‘Ajustes acabaram e XP está superpreparada’, diz CEO
Após anos de crescimento acelerado, a XP perdeu ritmo em 2022. A concorrência aumentou, e os juros altos deixaram o investidor pouco disposto a se aventurar além da renda fixa. A mudança de cenário cobrou seu preço nas ações da empresa, que caem mais de 63% em 12 meses.
A companhia, entretanto, se mexeu. Fez ajustes na equipe, cortou custos e continua investindo na diversificação das linhas de negócios. O foco ainda é o cliente investidor, mas em volta dele a XP vem construindo serviços adicionais, como crédito, seguros e outros. É com eles que pretende tornar as receitas mais resilientes às oscilações econômicas.
A expansão no crédito será gradual e com pouca tomada de risco. “O nosso [cliente] pode levantar, ir embora e procurar outro player. Daí o capricho, a qualidade, ir fazendo aos poucos”, diz José Berenguer, CEO do Banco XP. A seguir, os principais trechos da entrevista concedida pelos executivos:
Valor: A XP veio de alguns anos de crescimento forte e perdeu o ritmo em 2022. O que aconteceu?
Thiago Maffra: A XP nasceu da educação financeira de as pessoas investirem na bolsa e veio virando o que vocês conhecem. De 2017, 2018 para cá, vivemos cinco anos de ‘bull market’. Foram anos de crescimento exponencial e a gente dobrou lucro ano contra ano. Desde 2019, a gente vem investindo em novas linas de negócio. Começou com a criação do Banco XP, a vinda do Zé [José Berenguer]. Essas verticais faziam zero de receita e representaram 8,5% ano passado. Neste ano, devem ir a 11%, 12%. São complementares ao negócio de investimento, trazem muita resiliência. Quando a gente olha 2022, é óbvio que não foi um ano incrível. Dado todo o cenário macro, nosso ‘core business’ sofreu muito mais. Algumas linhas chegaram a cair mais de 20%, e ainda assim a XP conseguiu crescer a receita em 10% e manter o lucro.
Valor: Foi um ano pior do que previam?
Maffra: No começo de 22, vimos que ia ser um ano difícil do lado macro, com juros subindo rápido e inflação alta no mundo inteiro. Teve pandemia, guerra na Ucrânia, eleição, Copa do Mundo. Nosso business é de relacionamento, de confiança, as pessoas precisam ter clareza do que está acontecendo para diversificar os investimentos.
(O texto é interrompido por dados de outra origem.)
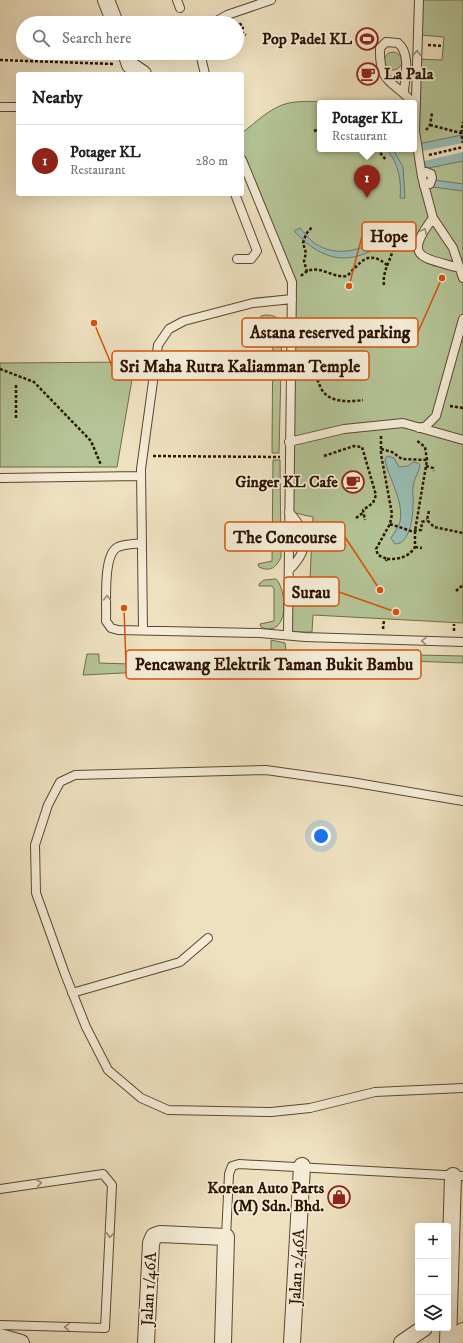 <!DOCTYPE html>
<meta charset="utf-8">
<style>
:root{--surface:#fff;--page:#f6f6f6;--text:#222;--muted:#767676;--line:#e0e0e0;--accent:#8f2418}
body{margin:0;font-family:"IM FELL DW Pica",serif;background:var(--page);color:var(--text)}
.controls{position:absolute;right:12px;bottom:12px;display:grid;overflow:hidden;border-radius:4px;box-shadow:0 4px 16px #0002}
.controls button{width:36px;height:36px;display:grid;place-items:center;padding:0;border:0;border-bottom:1px solid var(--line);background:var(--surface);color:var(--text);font:20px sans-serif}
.you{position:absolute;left:321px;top:836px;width:14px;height:14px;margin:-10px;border:3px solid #fff;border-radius:50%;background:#1a73e8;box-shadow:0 0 0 6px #1a73e833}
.badge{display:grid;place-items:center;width:26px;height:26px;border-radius:50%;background:var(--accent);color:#fff;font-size:13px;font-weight:700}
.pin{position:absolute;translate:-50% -33px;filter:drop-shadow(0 1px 2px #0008)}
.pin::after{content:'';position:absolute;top:21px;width:14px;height:12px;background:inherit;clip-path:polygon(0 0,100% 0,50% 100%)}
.popup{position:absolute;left:317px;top:100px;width:100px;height:52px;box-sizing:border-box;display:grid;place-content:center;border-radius:4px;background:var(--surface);filter:drop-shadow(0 1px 3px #0005);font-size:13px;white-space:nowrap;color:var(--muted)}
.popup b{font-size:15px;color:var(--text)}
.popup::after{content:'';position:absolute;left:50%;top:100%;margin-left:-8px;border:8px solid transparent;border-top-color:var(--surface)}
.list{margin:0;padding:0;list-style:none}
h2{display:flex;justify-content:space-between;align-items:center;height:52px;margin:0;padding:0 16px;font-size:17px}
h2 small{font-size:13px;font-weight:400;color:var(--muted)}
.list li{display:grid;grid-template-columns:26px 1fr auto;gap:12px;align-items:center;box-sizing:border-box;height:72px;padding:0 16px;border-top:1px solid var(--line)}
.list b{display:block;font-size:15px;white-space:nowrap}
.list p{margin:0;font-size:13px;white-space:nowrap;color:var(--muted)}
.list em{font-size:13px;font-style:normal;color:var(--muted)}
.icon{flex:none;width:22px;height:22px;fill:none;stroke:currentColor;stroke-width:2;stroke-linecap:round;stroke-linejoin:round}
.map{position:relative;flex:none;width:463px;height:1343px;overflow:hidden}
.search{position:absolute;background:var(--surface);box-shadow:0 4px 16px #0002;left:16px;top:16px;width:228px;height:44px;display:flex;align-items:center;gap:10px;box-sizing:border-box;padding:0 14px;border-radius:22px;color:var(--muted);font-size:15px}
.panel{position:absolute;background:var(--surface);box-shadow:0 4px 16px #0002;left:16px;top:72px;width:228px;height:124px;border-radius:4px}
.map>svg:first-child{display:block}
</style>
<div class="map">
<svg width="463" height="1343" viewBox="0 0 463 1343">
<rect width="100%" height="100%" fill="#eee1c0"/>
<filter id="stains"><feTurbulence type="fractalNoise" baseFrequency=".005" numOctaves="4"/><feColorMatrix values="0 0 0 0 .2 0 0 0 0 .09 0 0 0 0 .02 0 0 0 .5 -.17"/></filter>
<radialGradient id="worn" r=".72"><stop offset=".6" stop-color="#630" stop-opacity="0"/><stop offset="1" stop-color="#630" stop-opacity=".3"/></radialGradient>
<path fill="#b4c496" stroke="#706c4c" d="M421,0H463V623L313,615L312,632H290V578H310L313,517L291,512L293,275L244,157L242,133C255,123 272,106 289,103C304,100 319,102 333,103H320V149H414L417,59L442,60L444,37L420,35Z
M384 61a9 9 0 1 1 18 0a9 9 0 1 1-18 0Z
M265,315C275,315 278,317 282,327L279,453H272L273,322L260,320L261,316Z
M135,362L117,467H0V363Z
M273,460H280L281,557C276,568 270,572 259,567L258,564L272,561Z
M276,579C288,591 289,639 261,627L260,624L274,621V589L272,586H259V584L264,580Z
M271,640L285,643L286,652L463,656V663L383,660L83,675L87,654H99V663L130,664L132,653H271Z"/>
<path fill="#99bdb6" stroke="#6d796e" d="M463,131V161L424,169L418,144L462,135Z
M386,149H393L403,167L405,198H400C402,181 398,161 386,149Z
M434,180L463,184V191L433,187Z
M300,228C304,233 309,238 313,242C337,260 366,249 388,234L391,239C353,266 326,265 294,231Z
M387,456L394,458L399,467L408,466L413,462L418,463L420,465C419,473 414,478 413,486C412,492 414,499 413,505C413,517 410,544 395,544L391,538C394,533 398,528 400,522C404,501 389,479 385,460Z"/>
<path fill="#eee1c0" d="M463,143V152L420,162L418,152Z"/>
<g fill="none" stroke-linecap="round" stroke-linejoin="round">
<g stroke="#5c4632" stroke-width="10">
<path id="service" d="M177,0L180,8
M419,0L415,131L422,177L433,218L453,248L463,278
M213,23L227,15L271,0
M200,53L205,74
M404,92C405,76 411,54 398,43L386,42L380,48C379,85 393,80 413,103
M0,107H18
M242,160L292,282L288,635
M421,170L431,174L432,178L430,184L424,186
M235,194L257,251L251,259H237
M433,218C402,259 423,257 459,268
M419,428L426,426L436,416L463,319
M289,442L344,429L403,423L463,440
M0,478L141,476
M289,512C309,534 310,549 289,570
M142,543C135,544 124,544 118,547C102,554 107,606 106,621L111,628L118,630L260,633L305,637L463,642
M143,630L141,469L158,345L169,329L184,321L253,303L292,299
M463,801L351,782L266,770L75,775L60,782L48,805L35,845L36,893L65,974L86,1027L108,1070L141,1098L168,1110L271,1112L310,1108L375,1092L463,1088
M72,993L180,962L208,938
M0,1189L103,1174L112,1185L105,1328L0,1325
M226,1237L229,1174L232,1166L239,1164L463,1176"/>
</g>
<g stroke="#5c4632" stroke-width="18">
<path id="minor" d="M106,0L115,23
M126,53L130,65L143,74
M0,1337L21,1343
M146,1343L151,1243L154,1236L160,1234L226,1237L223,1343
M292,1343L302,1166
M402,1343L424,1328
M448,1343L453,1176
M451,1343L463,1331"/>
</g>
<path stroke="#2c1302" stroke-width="2.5" stroke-dasharray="3 2" stroke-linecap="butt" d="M237,23L240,31L246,35
M240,23L242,28H244
M428,45L443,46
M0,60L114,64
M430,125L461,133L463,143
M426,130L430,125L432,113
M314,131L320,129
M461,133L463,122
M377,149L386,160
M429,155L463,147
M307,272L304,261L306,253L303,243L306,234L312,227
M301,276C316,260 331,279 347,276C361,262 368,249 387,265
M384,285C382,270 392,259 394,245L408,246
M302,363L309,364C316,372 317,381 322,390C330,403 350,402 363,400
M0,369L34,382L91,441L101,465
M450,406L463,408
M16,418V385
M381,436V454L392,514L390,524L376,549L378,555L387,559L386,561
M381,449L392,452L402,459L427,460
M153,456L280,457
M324,456L354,446L362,447L376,495L373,503L363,510L365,520
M426,466L433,468L434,471
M429,511L427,520L434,527L463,533
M356,518L364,512
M390,524L411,531L421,530L422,522L427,520
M415,547L422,548
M387,559C399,559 408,558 415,547V531L427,460L425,447L416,440
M456,591L463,585
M383,629L384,620
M454,631V624"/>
<use href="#service" stroke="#f4ecd6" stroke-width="8"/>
<use href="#minor" stroke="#f4ecd6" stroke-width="16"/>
</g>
<defs><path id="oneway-chevron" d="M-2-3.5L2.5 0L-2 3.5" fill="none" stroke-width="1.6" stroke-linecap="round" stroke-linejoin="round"/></defs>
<g stroke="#9a8a77">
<use href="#oneway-chevron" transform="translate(417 53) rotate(-88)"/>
<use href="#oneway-chevron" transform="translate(424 231) rotate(-62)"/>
<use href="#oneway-chevron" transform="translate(107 598) rotate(-89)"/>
<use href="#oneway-chevron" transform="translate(424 641) rotate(-178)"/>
<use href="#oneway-chevron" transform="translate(39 1183) rotate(-8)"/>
<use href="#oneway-chevron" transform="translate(110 1235) rotate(93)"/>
<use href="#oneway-chevron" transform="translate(67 1327) rotate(-178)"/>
</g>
<defs>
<g id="stadium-ring" transform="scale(1.15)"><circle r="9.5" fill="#f4ecd6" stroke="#8f2418" stroke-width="1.5"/><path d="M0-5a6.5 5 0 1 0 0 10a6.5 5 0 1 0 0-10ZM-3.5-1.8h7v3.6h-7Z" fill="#8f2418"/></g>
<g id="cafe-ring" transform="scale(1.15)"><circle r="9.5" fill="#f4ecd6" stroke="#8f2418" stroke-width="1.5"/><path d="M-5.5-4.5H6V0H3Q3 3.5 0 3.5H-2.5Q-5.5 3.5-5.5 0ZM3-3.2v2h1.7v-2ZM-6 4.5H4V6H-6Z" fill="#8f2418"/></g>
<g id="shop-ring" transform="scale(1.15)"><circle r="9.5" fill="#f4ecd6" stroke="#8f2418" stroke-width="1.5"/><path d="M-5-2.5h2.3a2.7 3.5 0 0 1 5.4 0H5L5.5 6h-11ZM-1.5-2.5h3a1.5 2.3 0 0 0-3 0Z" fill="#8f2418"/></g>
</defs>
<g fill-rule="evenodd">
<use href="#stadium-ring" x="367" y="39"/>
<use href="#cafe-ring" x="368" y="74"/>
<use href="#cafe-ring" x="353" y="482"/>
<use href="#shop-ring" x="339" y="1197"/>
</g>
<g text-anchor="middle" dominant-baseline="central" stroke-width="3.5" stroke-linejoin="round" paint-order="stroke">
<g font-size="16" font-weight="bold" fill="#2c1302" stroke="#f4ecd6" text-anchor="end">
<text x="352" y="39">Pop Padel KL</text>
<text x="384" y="74" text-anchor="start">La Pala</text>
<text x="338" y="482">Ginger KL Cafe</text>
<text x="324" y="1188">Korean Auto Parts<tspan x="324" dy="18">(M) Sdn. Bhd.</tspan></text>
</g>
<g font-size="16" fill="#2c1302" stroke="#f4ecd6">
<text transform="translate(297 1267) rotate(-87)">Jalan 2/46A</text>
<text transform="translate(149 1289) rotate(-87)">Jalan 1/46A</text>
</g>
</g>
<path fill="none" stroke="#d5520b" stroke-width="1.5" d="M349 286L362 236M442 278L418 332M94 323L112 366M380 590L345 537M396 612L339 592M124 608L126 664"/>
<g fill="#d5520b" stroke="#f4ecd6" stroke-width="1.5">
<circle cx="349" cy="286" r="4"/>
<circle cx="442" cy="278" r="4"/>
<circle cx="94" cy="323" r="4"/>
<circle cx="380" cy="590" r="4"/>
<circle cx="396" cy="612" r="4"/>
<circle cx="124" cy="608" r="4"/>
</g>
<g fill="#f4ecd6" stroke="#d5520b" stroke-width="1.5">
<rect x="362" y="222" width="54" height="29" rx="4"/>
<rect x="242" y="318" width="176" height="29" rx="4"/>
<rect x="112" y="351" width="257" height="29" rx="4"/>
<rect x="225" y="522" width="120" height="29" rx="4"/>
<rect x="284" y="577" width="55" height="29" rx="4"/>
<rect x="126" y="650" width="295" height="29" rx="4"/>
</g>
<g font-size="17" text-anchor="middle" font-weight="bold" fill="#2c1302">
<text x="389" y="242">Hope</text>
<text x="330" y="338">Astana reserved parking</text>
<text x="240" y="372">Sri Maha Rutra Kaliamman Temple</text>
<text x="285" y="543">The Concourse</text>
<text x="311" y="598">Surau</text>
<text x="274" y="670">Pencawang Elektrik Taman Bukit Bambu</text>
</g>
<rect width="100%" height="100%" filter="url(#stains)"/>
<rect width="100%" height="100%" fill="url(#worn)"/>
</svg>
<div class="controls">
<button>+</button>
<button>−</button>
<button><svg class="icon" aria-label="layers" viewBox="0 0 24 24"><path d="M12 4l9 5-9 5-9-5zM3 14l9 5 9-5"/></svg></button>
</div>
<div class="you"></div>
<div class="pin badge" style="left:367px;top:198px">1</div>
<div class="popup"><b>Potager KL</b>Restaurant</div>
<div class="search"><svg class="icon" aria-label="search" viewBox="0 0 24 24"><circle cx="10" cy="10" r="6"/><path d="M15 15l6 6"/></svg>Search here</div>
<section class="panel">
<h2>Nearby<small></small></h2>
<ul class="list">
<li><span class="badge">1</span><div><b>Potager KL</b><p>Restaurant</p></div><em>280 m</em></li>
</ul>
</section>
</div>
A gente segurou muito custo, só que ao longo do ano vimos que o cenário ia ser pior do que prevíamos e mais longo. Em outubro, fizemos novos ajustes. Acabamos em janeiro, e 2023 vai ser um ano difícil de novo. Estamos com a empresa superpreparada.
Valor: Os resultados da XP no quarto trimestre decepcionaram. O que esperam para este ano?
Maffra: Nosso business é de relacionamento. A gente tem 12,3 mil agentes autônomos e mais 1,5 mil internos. As pessoas precisam falar com cliente, estar com confiança, trabalhando. Quando pega dois turnos de eleição, um cenário de incerteza altíssimo, o agente autônomo se esconde, não quer ligar para o cliente. Na Copa do Mundo, foram 20 dias que pararam. Tivemos um trimestre prejudicado. Na nossa visão, algo sazonal, e já vemos um primeiro trimestre [de 2023] com uma recuperação forte.
Valor: Há uma revisão de estratégia da empresa?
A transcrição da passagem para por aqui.